Voice Control

Hint

The operating environment and software and hardware configurations are as follows:

OriginBot robot（Navigation Version/Visual Version）
PC：Ubuntu (≥20.04) + ROS2 (≥Foxy)
Microphone expansion board

Function introduction

With the increasing development of electronic products, voice recognition technology has widely appeared in different scenarios, such as smart homes, voice assistants, telephone customer service, and robot tour guides. And with the continuous development of technology, the voice recognition of robots is becoming more and more accurate and reliable, which further promotes the application of robots in various fields.

The voice control function developed this time needs to be used in conjunction with the intelligent voice module of the Horizon Robotics development platform. Thanks to the BPU of 5Tops computing power on X3, it can realize low-latency algorithm inference capabilities, as well as far-field (3~5 meters) noise reduction, echo cancellation, and high-accuracy asr recognition functions realized by the voice algorithm module, and users can independently configure voice command words or directly define the behavior of the robot according to speech recognition.

Function runs

Configure the environment

After SSH connection to OriginBot, configure the intelligent voice module:

# Copy the configuration files needed to run the example from the TogetheROS installation path.
$ cp -r /opt/tros/lib/hobot_audio/config/ .
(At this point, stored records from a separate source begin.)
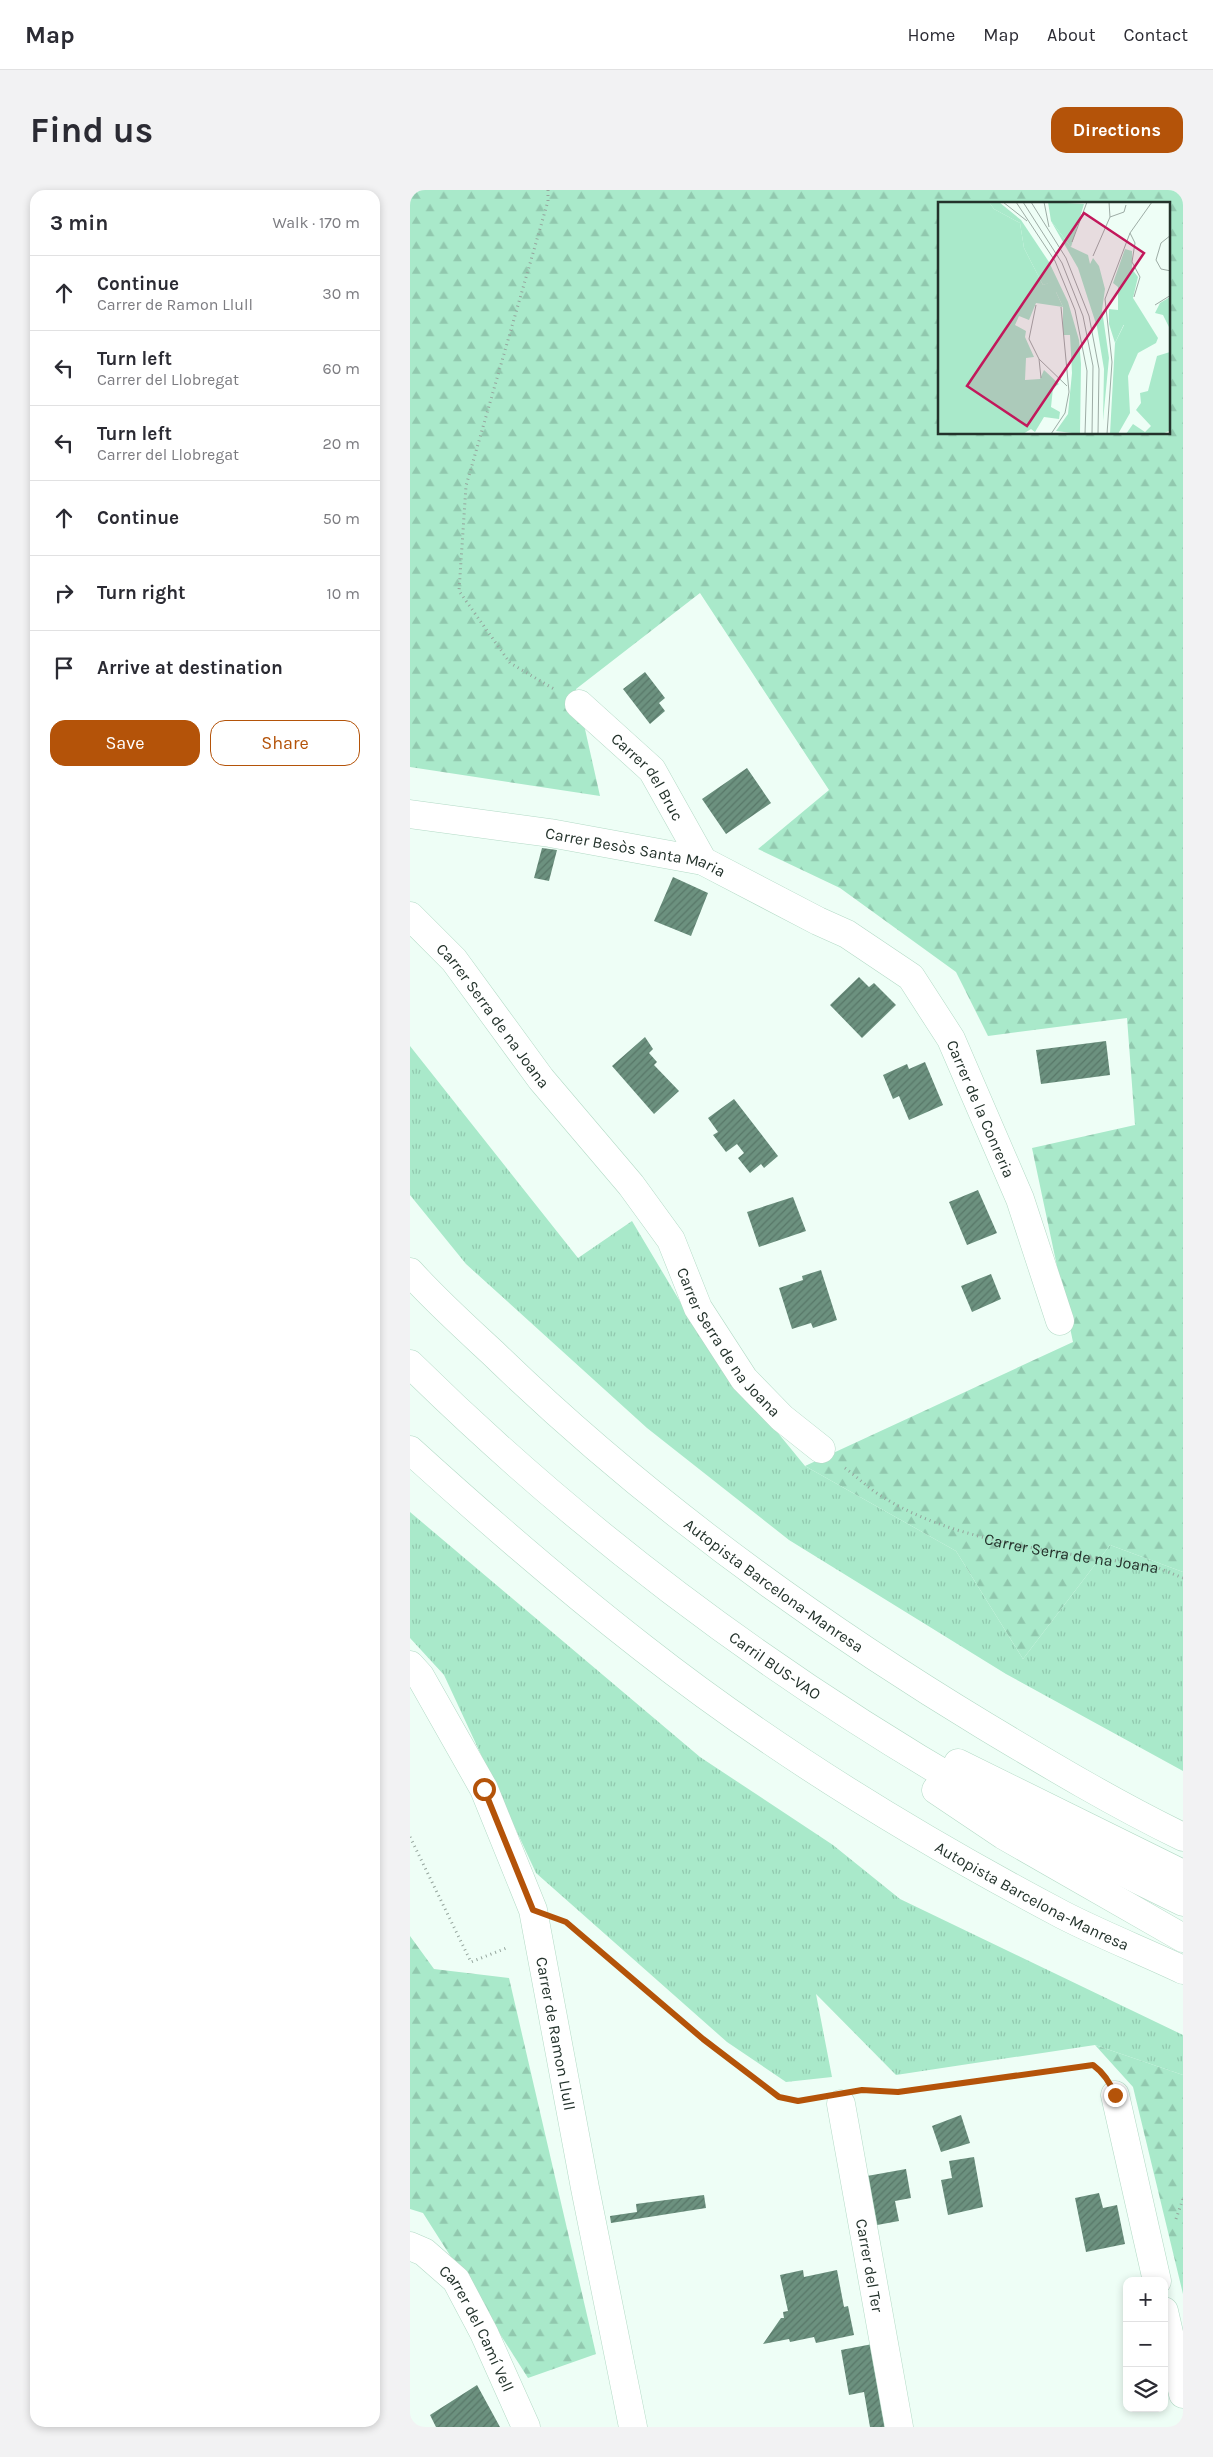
<!DOCTYPE html>
<html lang="en">
<head>
<meta charset="utf-8">
<style>
  body { margin:0; font-family:Karla,sans-serif; background:#f2f2f3; color:#2b2b33 }
  .controls { position:absolute; right:15px; bottom:15px; display:grid; overflow:hidden; border-radius:10px; box-shadow:0 2px 8px #0003 }
  .controls button { width:45px; height:45px; display:grid; place-items:center; padding:0; border:0; border-bottom:1px solid #e1e1e2; background:#fff; color:#2b2b33; font:25px sans-serif }
  .stop { position:absolute; width:15px; height:15px; margin:-11px; border:4px solid #b45309; border-radius:50%; background:#fff }
  .stop.end { background:#b45309; border-color:#fff; box-shadow:0 1px 5px #0008 }
  .list { margin:0; padding:0; list-style:none }
  h2 { display:flex; justify-content:space-between; align-items:center; height:65px; margin:0; padding:0 20px; font-size:21px }
  h2 small { font-size:16px; font-weight:400; color:#7c7c81 }
  .list li { display:grid; grid-template-columns:32px 1fr auto; gap:15px; align-items:center; box-sizing:border-box; height:75px; padding:0 20px; border-top:1px solid #e1e1e2 }
  .list b { display:block; font-size:19px; white-space:nowrap }
  .list p { margin:0; font-size:16px; white-space:nowrap; color:#7c7c81 }
  .list em { font-size:16px; font-style:normal; color:#7c7c81 }
  .actions { display:flex; gap:10px; padding:15px 20px }
  .actions a { flex:1; padding:11px 0; border:1px solid #b45309; border-radius:15px; text-align:center; font-size:18px; color:#b45309 }
  .actions .main { background:#b45309; color:#fff }
  .icon { flex:none; width:28px; height:28px; fill:none; stroke:currentColor; stroke-width:2; stroke-linecap:round; stroke-linejoin:round }
  .map { position:relative; flex:none; width:773px; height:2237px; overflow:hidden; border-radius:15px }
  header { display:flex; align-items:center; gap:30px; box-sizing:border-box; height:70px; padding:0 25px; background:#fff; border-bottom:1px solid #e1e1e2 }
  header strong { font-size:24px }
  nav { display:flex; gap:28px; margin-inline-start:auto; font-size:18px }
  .intro { display:flex; align-items:center; justify-content:space-between; box-sizing:border-box; height:120px; padding:0 30px }
  h1 { margin:0; font-size:35px }
  .button { padding:12px 22px; border-radius:15px; background:#b45309; color:#fff; font-size:18px; font-weight:700 }
  main { display:flex; gap:30px; padding:0 30px }
  aside { flex:1; background:#fff; border-radius:15px; box-shadow:0 2px 8px #0003 }
  .map>svg:first-child { display:block }
  .grass { fill:url(#grass-tufts) }
  .forest { fill:url(#forest-firs); fill-rule:evenodd }
  .building { fill:url(#building-hatch) }
  .lines { fill:none; stroke-linecap:round; stroke-linejoin:round }
  .street-casing { stroke:#b3dac6; stroke-width:29 }
  .highway-casing { stroke:#b3dac6; stroke-width:29 }
  .path { stroke:#95a59d; stroke-width:3; stroke-dasharray:1 4; stroke-linecap:butt }
  .street { stroke:#fff; stroke-width:28 }
  .highway { stroke:#fff; stroke-width:28 }
  .route { stroke:#b45309; stroke-width:6 }
  .labels { text-anchor:middle; dominant-baseline:central; stroke-width:4.5; stroke-linejoin:round; paint-order:stroke }
  .street-label { font-size:16px; fill:#23322b; stroke:#fff }
  .inset-road { fill:none; stroke:#9daca5; stroke-width:1 }
  .view { fill:#c2185b; fill-opacity:0.15; stroke:#c2185b; stroke-width:2.5 }
  .inset-edge { fill:none; stroke:#23322b; stroke-width:2.5 }
</style>
</head>
<body>
<header>
<strong>Map</strong>
<nav><a>Home</a><a>Map</a><a>About</a><a>Contact</a></nav>
</header>
<div class="intro"><h1>Find us</h1><a class="button">Directions</a></div>
<main>
<aside>
<h2>3 min<small>Walk · 170 m</small></h2>
<ul class="list">
<li><svg class="icon" aria-label="ahead" viewBox="0 0 24 24"><path d="M12 20V5M6 11l6-6 6 6"/></svg><div><b>Continue</b><p>Carrer de Ramon Llull</p></div><em>30 m</em></li>
<li><svg class="icon" aria-label="left" viewBox="0 0 24 24"><path d="M17 20v-9H6M10 6l-5 5 5 5"/></svg><div><b>Turn left</b><p>Carrer del Llobregat</p></div><em>60 m</em></li>
<li><svg class="icon" aria-label="left" viewBox="0 0 24 24"><path d="M17 20v-9H6M10 6l-5 5 5 5"/></svg><div><b>Turn left</b><p>Carrer del Llobregat</p></div><em>20 m</em></li>
<li><svg class="icon" aria-label="ahead" viewBox="0 0 24 24"><path d="M12 20V5M6 11l6-6 6 6"/></svg><div><b>Continue</b></div><em>50 m</em></li>
<li><svg class="icon" aria-label="right" viewBox="0 0 24 24"><path d="M7 20v-9h11M14 6l5 5-5 5"/></svg><div><b>Turn right</b></div><em>10 m</em></li>
<li><svg class="icon" aria-label="arrive" viewBox="0 0 24 24"><path d="M6 21V4h12l-3 4 3 4H6"/></svg><div><b>Arrive at destination</b></div></li>
</ul>
<div class="actions"><a class="main">Save</a><a>Share</a></div>
</aside>
<div class="map">
<svg width="773" height="2237" viewBox="0 0 773 2237">
  <defs>
    <pattern id="grass-tufts" width="24" height="20" patternUnits="userSpaceOnUse" patternTransform="scale(1.25)"><rect width="24" height="20" fill="#a9e9ca"/><path d="M3 7l-1-3M5 7V3M7 7l1-3M15 17l-1-3M17 17v-4M19 17l1-3" fill="none" stroke="#91c8ae"/></pattern>
    <pattern id="forest-firs" width="22" height="20" patternUnits="userSpaceOnUse" patternTransform="scale(1.25)"><rect width="22" height="20" fill="#a9e9ca"/><path d="M5 1l3.5 6h-7zM16 11l3.5 6h-7z" fill="#91c8ae"/></pattern>
    <pattern id="building-hatch" width="6" height="6" patternUnits="userSpaceOnUse" patternTransform="scale(1.25)"><rect width="6" height="6" fill="#6c917f"/><path d="M-1 1l2-2M0 6l6-6M5 7l2-2" fill="none" stroke="#587768"/></pattern>
  </defs>
  <rect width="100%" height="100%" fill="#eefef6"/>
  <path class="grass" d="M0,856L168,1068L222,1031L296,1155L395,1276L546,1361L613,1469L700,1355L773,1382V1581L596,1484L379,1350L237,1238L56,1074L0,1005Z
    M0,1322L290,1567L423,1655L490,1709L773,1845V1885L685,1855L486,1885L406,1804L422,1887L376,1892L317,1852L126,1683L34,1485L0,1448Z"/>
  <path class="forest" d="M0,0H773V1382L700,1355L613,1469L546,1361L395,1276L663,1152L622,958L725,935L717,828L578,846L546,782L430,698L348,659L419,600L290,403L166,499L190,606L0,577ZM529,14H759V244H529Z
    M0,1746L24,1779L99,1788L186,2164L118,2188L13,2023L0,2019Z
    M685,1855L773,1885V2104L723,1897Z"/>
  <path class="building" d="M235,482L255,508L249,513L255,521L240,534L213,499Z
    M337,578L361,613L316,644L292,609Z
    M132,658L147,660L139,691L124,688Z
    M263,687L298,703L281,746L244,731Z
    M449,787L459,797L464,793L486,815L452,848L420,815Z
    M235,847L243,859L239,863L247,872L244,875L269,901L244,924L202,876Z
    M696,851L700,885L631,894L626,860Z
    M515,872L533,915L499,930L489,906L483,909L473,885L497,874L499,879Z
    M324,909L368,966L354,978L351,974L340,983L328,968L334,963L327,954L316,962L303,945L308,942L298,928Z
    M568,1000L587,1043L557,1055L539,1012Z
    M383,1007L396,1041L349,1057L337,1022Z
    M411,1080L427,1130L403,1138L401,1133L382,1139L369,1098L393,1090L392,1086Z
    M581,1084L591,1109L562,1122L551,1096Z
    M551,1925L560,1953L531,1962L522,1936Z
    M564,1967L573,2017L538,2025L531,1990L542,1988L539,1971Z
    M496,1979L501,2008L485,2011L489,2031L467,2035L457,1986Z
    M689,2003L693,2018L707,2015L715,2054L676,2062L665,2008Z
    M294,2005L296,2018L201,2033L200,2026L227,2022L226,2014Z
    M393,2080L394,2087L427,2080L434,2117L438,2116L444,2145L406,2153L404,2147L380,2152L379,2149L353,2154L371,2128H374L373,2122L378,2121L370,2085Z
    M468,2153L483,2237H460L454,2202L439,2205L431,2160Z
    M67,2195L90,2237H26L20,2225Z"/>
  <g class="lines">
    <defs>
      <g id="street">
        <path id="s2" d="M169,514L242,580L293,671"/>
        <path id="s3" d="M0,624L140,643L293,671L408,731L437,744L501,787L541,849L610,1009L650,1131"/>
        <path id="s4" d="M0,726L44,770L131,889L221,995L261,1050L288,1118L334,1189L372,1228L411,1259"/>
        <path id="s5" d="M0,1475L10,1486L74,1599L123,1720L175,1998L223,2237"/>
        <path d="M705,1905L747,2091"/>
        <path id="s6" d="M431,1914L489,2237"/>
        <path id="s7" d="M0,2056L14,2062L46,2090L74,2143L116,2237"/>
        <path d="M754,2121L773,2204"/>
      </g>
      <g id="highway">
        <path id="s8" d="M0,1082C26,1111 55,1137 83,1163C231,1307 398,1429 575,1536C640,1575 705,1614 773,1647"/>
        <path id="s9" d="M0,1174C225,1396 489,1575 773,1712"/>
        <path id="s10" d="M0,1260C76,1329 152,1395 233,1458C363,1560 507,1648 653,1725C692,1745 733,1761 773,1780"/>
        <path d="M548,1573L773,1684"/>
        <path d="M526,1600L593,1645L773,1748"/>
      </g>
    </defs>
    <use href="#street" class="street-casing"/>
    <use href="#highway" class="highway-casing"/>
    <g class="path">
      <path d="M138,0V11L56,296L49,401L100,473L144,499"/>
      <path id="s1" d="M435,1278C446,1286 456,1296 468,1304C546,1355 656,1362 746,1377L773,1388"/>
      <path d="M0,1647L61,1772L99,1757"/>
      <path d="M158,1734L293,1849L369,1907L388,1911L402,1908"/>
      <path d="M458,1900L488,1902L683,1875L688,1879"/>
      <path d="M766,2029L773,2009"/>
    </g>
    <use href="#street" class="street"/>
    <use href="#highway" class="highway"/>
  </g>
  <g class="lines">
    <path class="route" d="M74,1599L123,1720L156,1732L293,1849L369,1907L388,1911L452,1900L488,1902L683,1875C694,1883 700,1892 705,1905"/>
  </g>
  <g class="labels">
    <g class="street-label">
      <text stroke="none"><textPath href="#s2" startOffset="101">Carrer del Bruc</textPath></text>
      <text stroke="none"><textPath href="#s3" startOffset="229">Carrer Besòs Santa Maria</textPath></text>
      <text stroke="none"><textPath href="#s4" startOffset="130">Carrer Serra de na Joana</textPath></text>
      <text stroke="none"><textPath href="#s3" startOffset="685">Carrer de la Conreria</textPath></text>
      <text stroke="none"><textPath href="#s4" startOffset="535">Carrer Serra de na Joana</textPath></text>
      <text stroke="none"><textPath href="#s1" startOffset="246">Carrer Serra de na Joana</textPath></text>
      <text stroke="none"><textPath href="#s8" startOffset="481">Autopista Barcelona-Manresa</textPath></text>
      <text stroke="none"><textPath href="#s9" startOffset="474">Carril BUS-VAO</textPath></text>
      <text stroke="none"><textPath href="#s10" startOffset="768">Autopista Barcelona-Manresa</textPath></text>
      <text stroke="none"><textPath href="#s5" startOffset="401">Carrer de Ramon Llull</textPath></text>
      <text stroke="none"><textPath href="#s6" startOffset="164">Carrer del Ter</textPath></text>
      <text stroke="none"><textPath href="#s7" startOffset="110">Carrer del Camí Vell</textPath></text>
    </g>
  </g>
  <g transform="translate(528 12)">
    <rect width="232" height="232" fill="#eefef6"/>
    <path d="M51,0H61L83,18L111,60L130,100L141,138L143,162L142,232L118,229L130,212L134,171L132,133H125V105L118,90V79L105,83L86,46L82,21L56,7ZM113,19L133,45L150,53L152,62L155,56L161,64L167,87L164,108L171,156L165,219L166,167L159,125L140,66ZM171,122H186L177,141Z" fill="#a9e9ca"/>
    <path d="M0,0H51L56,7L82,21L86,46L105,83L118,78V90L125,105L98,101L91,118L81,114L77,123L88,129L87,135L96,155L88,156L87,178L102,177L106,168L121,182L115,186L113,205L122,210L121,217L106,215L97,230L93,227L85,232H0ZM110,0L146,2L133,45L113,19ZM187,47L194,49V67L200,75L195,96L220,136L218,141L200,151L190,174L192,211L180,232H172L177,141L186,123L171,122V107L180,108V85L175,81ZM232,95V127L225,113L217,111L222,101ZM232,150V232L231,229L224,232H188L195,222L207,230L213,224L198,208L203,201L202,191L210,189L219,154Z" fill="#a9e9ca"/>
    <path class="inset-road" d="M65,0L89,19M78,0L117,59L137,108L149,169L147,232M85,0L124,61L145,114L155,164L154,232M93,0L128,56L151,114L161,167L160,232M106,0L111,25M172,15L186,10L188,3M192,31L197,41L194,60L202,75L196,95M233,33L223,41L218,58L223,67L233,69M134,40L149,0M155,54L172,15L171,0M98,103L91,137L101,157L129,184M217,103L233,93M101,157L103,176M113,232L127,211L131,190L123,105M169,232L174,160L167,97L192,31L214,0"/>
    <path class="view" d="M146,11L206,51L89,224L29,184Z"/>
    <rect width="232" height="232" class="inset-edge"/>
  </g>
</svg>
<div class="controls">
<button>+</button>
<button>−</button>
<button><svg class="icon" aria-label="layers" viewBox="0 0 24 24"><path d="M12 4l9 5-9 5-9-5zM3 14l9 5 9-5"/></svg></button>
</div>
<div class="stop" style="left:74px;top:1599px"></div>
<div class="stop end" style="left:705px;top:1905px"></div>
</div>
</main>
</body>
</html>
# Load the audio driver only once after the device starts.
$ bash config/audio.sh

Start the robot chassis

Enter the following commands in the terminal to start the robot chassis:

$ ros2 launch originbot_bringup originbot.launch.py

Start voice control

The following are the instructions for the password control function:

v2.x image v1.x image

$ ros2 launch audio_control audio_control.launch.py

$ ros2 launch audio_control hobot_audio_control.launch.py

Presentation effect

Description of the intelligent voice module

The intelligent voice module is an audio module designed based on RDK X3, using ES7210 high-performance four-channel coding chip and ES8156 high-performance stereo audio decoding chip, which is controlled through the I2C interface and transmitted audio through the I2S interface. The standard 3.5mm headphone jack is installed on board to play music through external headphones. There is a high-quality MEMS silicon microphone in each of the left and right corners of the board for stereo recording.

Where to buy

You can check the RDK User Manual Audio Adapter Board | RDK X3 User Manual (horizon.cc) has how to use and a link to purchase

Product Features

Supply voltage：3.3V
Audio coding chip：ES7210
Audio decoding chip：ES8156
Control interface：I2C
Audio interface：I2S
ADC signal-to-noise ratio：102dB
DAC signal-to-noise ratio：110dB

Interface

接口说明

Installation

Detect the hardware runtime environment method

$ i2cdetect -r -y 0

硬件环境

Among them,08 is the device address of ES8156，40and42 are the device address of ES7210.

Load the driver audio codec and the X3 audio framework driver

$ sudo modprobe es7210
$ sudo modprobe es8156
$ sudo modprobe hobot-i2s-dma
$ sudo modprobe hobot-cpudai
$ sudo modprobe hobot-snd-7210 snd_card=5

Check whether the load is successful

$ ls /dev/snd

检测环境

After successfully loading, run the ls /dev/snd command to see that the audio control node, the recording and playback node of pcm, has been generated.

Recording test methods

#Capture the recording of the 4-channel microphone for 5 seconds:
$ sudo tinycap ./4chn_test.wav -D 0 -d 0 -c 4 -b 16 -r 48000 -p 512 -n 4 -t 5
#Capture the recording of the 2-channel microphone for 5 seconds:
$ sudo tinycap ./2chn_test.wav -D 0 -d 0 -c 2 -b 16 -r 48000 -p 512 -n 4 -t 5

Play

#Play 2-channel audio (4-channel recording is not supported) :
$ sudo tinyplay ./2chn_test.wav -D 0 -d 1

You can use a speaker or a 3.5mm earbud to access the jack of the U4 to listen to the effect, or you can pull the audio file from the system to the computer for playback.

Voice control is advanced

Is it possible to redefine the functionality of voice control? The answer is, it must be!

You can modify the definition and configuration of command words in the intelligent speech recognition node, and at the same time modify the control policy for custom command words in the voice control node, or directly add a voice control APP.

In the Intelligent Speech Recognition Node, the configuration files of the device wake word and command word are in the /opt/tros/lib/hobot_audio/config/hrsc/cmd_word.json file (of course, if the user copies this config folder to another path, the actual configuration path shall prevail), and the default configuration is as follows:

{
    "cmd_word": [
    "Hello",
    "Move on",
    "Back up",
    "Turn left",
    "Turn right",
    "Stop moving"
    ]
}

The first word is the wake word. So how do you do that with the commands after that?

命令修改

This function is defined in audio_control\src\audio_control_engine.cpp, you only need to modify the keywords here and add the corresponding function operation to DIY by yourself.